> **Available data**

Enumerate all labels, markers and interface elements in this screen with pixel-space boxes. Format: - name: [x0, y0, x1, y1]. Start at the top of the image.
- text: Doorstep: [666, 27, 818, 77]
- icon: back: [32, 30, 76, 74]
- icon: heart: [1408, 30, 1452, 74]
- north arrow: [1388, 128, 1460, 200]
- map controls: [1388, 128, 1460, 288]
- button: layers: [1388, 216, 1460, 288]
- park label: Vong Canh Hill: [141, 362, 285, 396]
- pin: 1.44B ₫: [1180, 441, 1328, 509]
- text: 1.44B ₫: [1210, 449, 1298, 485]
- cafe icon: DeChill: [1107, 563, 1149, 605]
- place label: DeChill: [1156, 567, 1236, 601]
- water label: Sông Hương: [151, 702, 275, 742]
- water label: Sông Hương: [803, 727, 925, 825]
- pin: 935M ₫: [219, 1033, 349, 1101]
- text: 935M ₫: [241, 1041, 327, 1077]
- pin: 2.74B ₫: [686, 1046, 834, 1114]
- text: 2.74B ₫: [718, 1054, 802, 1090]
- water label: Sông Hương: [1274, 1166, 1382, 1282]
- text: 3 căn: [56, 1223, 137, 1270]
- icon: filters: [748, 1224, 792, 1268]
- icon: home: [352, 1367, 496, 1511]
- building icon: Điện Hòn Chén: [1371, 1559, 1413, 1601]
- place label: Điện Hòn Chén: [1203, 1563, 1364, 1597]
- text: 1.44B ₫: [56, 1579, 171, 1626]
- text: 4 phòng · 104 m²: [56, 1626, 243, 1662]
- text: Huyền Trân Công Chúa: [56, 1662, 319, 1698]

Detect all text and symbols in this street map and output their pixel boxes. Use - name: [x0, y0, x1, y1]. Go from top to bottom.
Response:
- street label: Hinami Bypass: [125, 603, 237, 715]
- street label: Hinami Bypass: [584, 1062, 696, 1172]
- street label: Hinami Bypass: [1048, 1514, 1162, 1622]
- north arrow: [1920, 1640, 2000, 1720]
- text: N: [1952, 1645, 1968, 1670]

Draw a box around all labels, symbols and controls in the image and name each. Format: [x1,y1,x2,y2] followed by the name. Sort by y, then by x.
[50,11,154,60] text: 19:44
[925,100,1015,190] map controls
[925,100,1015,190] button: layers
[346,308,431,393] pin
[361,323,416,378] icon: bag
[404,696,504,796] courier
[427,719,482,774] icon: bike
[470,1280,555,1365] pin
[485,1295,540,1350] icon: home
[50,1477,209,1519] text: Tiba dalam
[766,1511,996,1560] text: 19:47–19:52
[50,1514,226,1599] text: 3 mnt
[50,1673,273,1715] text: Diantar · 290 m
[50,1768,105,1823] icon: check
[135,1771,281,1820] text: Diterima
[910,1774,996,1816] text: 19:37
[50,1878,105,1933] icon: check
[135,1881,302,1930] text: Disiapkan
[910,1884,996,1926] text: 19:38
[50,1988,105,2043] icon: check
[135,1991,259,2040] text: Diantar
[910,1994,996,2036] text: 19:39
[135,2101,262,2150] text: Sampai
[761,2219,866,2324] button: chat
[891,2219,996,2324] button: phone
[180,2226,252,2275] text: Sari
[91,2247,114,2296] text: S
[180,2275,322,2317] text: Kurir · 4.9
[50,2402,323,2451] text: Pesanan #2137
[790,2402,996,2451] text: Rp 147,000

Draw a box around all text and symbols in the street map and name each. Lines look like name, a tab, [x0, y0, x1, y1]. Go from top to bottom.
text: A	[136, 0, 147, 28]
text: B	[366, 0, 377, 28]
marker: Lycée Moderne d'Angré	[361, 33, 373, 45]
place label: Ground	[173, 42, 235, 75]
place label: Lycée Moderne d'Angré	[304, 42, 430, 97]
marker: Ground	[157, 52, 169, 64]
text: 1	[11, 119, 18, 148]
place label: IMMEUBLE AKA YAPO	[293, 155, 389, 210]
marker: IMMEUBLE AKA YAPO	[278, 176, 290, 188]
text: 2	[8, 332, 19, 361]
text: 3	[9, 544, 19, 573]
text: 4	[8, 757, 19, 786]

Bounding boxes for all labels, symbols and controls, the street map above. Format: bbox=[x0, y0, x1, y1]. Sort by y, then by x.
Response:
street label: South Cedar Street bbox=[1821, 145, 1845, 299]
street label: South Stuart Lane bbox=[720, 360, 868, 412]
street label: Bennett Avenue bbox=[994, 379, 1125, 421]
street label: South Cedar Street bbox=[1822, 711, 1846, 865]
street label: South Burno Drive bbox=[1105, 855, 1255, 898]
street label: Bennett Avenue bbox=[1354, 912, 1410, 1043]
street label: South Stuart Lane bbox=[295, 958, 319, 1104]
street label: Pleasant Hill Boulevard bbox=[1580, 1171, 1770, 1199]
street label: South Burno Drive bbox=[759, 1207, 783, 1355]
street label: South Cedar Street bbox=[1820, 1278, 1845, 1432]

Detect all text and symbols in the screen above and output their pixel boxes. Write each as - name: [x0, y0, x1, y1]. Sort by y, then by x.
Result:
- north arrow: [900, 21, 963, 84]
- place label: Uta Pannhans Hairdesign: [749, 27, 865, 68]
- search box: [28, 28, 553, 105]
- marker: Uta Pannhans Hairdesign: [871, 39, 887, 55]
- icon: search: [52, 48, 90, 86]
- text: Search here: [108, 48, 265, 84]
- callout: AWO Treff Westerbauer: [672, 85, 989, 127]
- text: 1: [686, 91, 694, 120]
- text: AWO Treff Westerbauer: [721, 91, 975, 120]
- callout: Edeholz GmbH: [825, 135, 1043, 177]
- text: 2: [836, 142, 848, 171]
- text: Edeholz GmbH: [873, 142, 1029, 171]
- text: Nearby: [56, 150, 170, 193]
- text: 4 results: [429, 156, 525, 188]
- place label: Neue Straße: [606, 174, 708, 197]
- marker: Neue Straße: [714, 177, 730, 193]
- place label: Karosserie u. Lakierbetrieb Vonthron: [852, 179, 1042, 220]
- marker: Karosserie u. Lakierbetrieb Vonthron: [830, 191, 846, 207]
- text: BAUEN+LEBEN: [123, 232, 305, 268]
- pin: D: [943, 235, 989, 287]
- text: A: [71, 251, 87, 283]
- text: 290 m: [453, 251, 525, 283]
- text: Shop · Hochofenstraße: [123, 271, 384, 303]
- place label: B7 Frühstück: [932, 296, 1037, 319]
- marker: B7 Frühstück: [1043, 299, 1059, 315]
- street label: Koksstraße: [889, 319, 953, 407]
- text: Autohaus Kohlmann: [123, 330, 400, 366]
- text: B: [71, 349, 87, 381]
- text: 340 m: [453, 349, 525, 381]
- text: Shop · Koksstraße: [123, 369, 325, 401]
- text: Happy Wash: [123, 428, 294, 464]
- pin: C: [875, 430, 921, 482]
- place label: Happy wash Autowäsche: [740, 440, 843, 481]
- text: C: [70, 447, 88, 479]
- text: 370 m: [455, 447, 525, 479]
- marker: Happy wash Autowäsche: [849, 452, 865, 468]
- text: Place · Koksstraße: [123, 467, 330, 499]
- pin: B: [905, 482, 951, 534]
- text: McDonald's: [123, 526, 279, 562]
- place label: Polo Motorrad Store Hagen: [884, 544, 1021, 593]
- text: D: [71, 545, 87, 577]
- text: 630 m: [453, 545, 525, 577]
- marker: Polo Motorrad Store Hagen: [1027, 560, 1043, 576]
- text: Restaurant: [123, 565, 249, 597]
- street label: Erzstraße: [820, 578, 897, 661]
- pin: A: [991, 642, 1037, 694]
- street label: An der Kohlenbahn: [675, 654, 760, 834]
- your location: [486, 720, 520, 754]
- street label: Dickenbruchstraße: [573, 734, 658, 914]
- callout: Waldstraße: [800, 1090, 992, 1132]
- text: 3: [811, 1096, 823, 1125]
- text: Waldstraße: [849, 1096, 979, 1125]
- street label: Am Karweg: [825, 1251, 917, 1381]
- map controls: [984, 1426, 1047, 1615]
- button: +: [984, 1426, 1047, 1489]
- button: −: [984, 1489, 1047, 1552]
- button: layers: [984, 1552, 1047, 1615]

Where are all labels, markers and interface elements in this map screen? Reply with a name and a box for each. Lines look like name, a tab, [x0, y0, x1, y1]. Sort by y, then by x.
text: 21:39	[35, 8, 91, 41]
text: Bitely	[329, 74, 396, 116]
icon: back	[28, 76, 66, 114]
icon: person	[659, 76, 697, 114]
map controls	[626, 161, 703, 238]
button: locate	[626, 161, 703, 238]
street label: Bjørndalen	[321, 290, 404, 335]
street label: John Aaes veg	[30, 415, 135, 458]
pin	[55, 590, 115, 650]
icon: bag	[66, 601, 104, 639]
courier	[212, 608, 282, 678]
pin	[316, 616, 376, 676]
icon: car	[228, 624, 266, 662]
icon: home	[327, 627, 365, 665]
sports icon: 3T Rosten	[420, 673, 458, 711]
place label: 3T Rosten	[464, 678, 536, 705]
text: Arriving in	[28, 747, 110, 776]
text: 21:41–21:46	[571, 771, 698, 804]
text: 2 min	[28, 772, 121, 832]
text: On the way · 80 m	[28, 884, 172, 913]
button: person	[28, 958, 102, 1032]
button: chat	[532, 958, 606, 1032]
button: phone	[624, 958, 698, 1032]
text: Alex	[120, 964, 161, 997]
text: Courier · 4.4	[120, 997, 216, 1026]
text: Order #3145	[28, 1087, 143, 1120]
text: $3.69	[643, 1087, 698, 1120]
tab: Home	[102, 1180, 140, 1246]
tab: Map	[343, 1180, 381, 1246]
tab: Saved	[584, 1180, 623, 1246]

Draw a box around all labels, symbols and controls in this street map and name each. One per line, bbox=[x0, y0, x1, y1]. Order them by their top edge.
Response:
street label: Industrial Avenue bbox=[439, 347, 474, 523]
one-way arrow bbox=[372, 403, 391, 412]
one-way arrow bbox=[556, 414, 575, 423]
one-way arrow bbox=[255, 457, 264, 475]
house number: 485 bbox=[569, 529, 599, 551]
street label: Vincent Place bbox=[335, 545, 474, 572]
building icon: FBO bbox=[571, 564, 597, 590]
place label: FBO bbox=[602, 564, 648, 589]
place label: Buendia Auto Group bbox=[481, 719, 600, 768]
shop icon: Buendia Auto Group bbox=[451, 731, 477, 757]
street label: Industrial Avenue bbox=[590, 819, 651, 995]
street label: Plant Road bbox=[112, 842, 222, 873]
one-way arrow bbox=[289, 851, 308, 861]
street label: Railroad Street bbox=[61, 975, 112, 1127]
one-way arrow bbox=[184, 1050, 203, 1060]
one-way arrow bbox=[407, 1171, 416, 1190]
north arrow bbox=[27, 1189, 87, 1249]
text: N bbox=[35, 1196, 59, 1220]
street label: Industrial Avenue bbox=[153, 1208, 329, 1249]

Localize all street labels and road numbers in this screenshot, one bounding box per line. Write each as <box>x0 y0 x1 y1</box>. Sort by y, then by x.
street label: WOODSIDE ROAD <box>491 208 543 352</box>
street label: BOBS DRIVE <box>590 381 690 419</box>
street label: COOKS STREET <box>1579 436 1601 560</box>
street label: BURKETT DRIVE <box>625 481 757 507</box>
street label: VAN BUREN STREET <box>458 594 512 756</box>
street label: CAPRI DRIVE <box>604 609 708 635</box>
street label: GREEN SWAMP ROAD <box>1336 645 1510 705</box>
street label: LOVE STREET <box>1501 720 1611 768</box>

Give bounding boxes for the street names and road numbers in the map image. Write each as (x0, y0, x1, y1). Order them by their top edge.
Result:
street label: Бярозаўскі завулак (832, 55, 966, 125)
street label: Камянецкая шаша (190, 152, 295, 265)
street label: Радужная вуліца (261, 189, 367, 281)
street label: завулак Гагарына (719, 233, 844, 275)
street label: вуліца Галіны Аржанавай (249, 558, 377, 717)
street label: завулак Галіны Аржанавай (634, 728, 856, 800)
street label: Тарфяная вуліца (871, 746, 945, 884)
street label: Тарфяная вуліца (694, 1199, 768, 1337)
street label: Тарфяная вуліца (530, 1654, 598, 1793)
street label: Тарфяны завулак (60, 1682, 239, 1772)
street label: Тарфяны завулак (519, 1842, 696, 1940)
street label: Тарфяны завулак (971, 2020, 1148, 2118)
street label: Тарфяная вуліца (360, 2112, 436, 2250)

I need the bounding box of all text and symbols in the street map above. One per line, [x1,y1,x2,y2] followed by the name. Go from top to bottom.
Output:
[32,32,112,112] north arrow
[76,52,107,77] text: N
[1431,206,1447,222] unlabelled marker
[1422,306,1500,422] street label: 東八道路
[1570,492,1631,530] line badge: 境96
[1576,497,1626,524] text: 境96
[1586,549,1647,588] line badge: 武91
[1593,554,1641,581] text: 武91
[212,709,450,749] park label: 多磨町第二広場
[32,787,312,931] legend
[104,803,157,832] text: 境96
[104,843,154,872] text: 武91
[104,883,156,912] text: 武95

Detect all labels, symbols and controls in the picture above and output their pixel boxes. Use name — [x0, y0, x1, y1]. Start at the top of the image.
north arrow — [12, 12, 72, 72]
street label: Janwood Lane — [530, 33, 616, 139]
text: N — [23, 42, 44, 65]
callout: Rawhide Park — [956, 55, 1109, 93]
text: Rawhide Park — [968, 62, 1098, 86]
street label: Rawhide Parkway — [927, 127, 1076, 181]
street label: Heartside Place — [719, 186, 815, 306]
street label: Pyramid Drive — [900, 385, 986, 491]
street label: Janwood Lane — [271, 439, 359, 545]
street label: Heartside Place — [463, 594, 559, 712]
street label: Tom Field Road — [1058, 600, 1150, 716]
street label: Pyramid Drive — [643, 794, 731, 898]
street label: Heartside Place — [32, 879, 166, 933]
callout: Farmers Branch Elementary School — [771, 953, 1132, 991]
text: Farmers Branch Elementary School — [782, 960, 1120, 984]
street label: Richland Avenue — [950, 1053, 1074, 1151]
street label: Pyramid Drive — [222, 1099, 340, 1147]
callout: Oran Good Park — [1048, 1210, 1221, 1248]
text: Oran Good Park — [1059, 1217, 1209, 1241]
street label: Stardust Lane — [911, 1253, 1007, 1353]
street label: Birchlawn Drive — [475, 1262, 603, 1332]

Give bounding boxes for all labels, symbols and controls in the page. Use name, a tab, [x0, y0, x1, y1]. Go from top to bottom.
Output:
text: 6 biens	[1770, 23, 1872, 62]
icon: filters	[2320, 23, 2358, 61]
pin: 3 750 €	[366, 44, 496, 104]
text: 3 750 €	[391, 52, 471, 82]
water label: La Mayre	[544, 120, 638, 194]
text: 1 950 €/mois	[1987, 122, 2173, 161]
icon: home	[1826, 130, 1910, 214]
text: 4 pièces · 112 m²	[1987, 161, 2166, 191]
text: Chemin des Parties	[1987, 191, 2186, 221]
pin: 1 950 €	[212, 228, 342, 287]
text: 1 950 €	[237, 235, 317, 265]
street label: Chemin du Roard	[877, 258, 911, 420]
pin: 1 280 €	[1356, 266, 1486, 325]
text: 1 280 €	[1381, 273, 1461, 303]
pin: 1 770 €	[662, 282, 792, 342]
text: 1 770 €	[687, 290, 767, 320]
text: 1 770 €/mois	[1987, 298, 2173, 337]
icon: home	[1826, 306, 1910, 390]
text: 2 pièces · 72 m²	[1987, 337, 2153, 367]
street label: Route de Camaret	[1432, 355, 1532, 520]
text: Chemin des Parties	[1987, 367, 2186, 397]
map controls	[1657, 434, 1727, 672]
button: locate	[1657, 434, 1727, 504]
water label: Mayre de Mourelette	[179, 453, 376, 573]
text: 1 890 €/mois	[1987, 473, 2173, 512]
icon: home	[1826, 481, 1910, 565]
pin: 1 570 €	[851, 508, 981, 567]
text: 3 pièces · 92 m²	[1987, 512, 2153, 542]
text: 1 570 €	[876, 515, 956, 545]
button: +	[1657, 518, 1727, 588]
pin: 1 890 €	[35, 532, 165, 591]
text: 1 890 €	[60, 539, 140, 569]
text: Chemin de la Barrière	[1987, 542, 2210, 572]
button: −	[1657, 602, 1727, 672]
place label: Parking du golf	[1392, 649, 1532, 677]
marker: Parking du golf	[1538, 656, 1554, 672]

> **What you will do**
Filter these records, keeping every line where the word "Give" occurs.

> **Answer for the task**
Give bounding boxes for the street names and road numbers in the map image. Write each as (x0, y0, x1, y1). Order them by their top edge.
Give bounding boxes for all labels, symbols and controls in the page. Use name, a tab, [x0, y0, x1, y1]. Go from top to bottom.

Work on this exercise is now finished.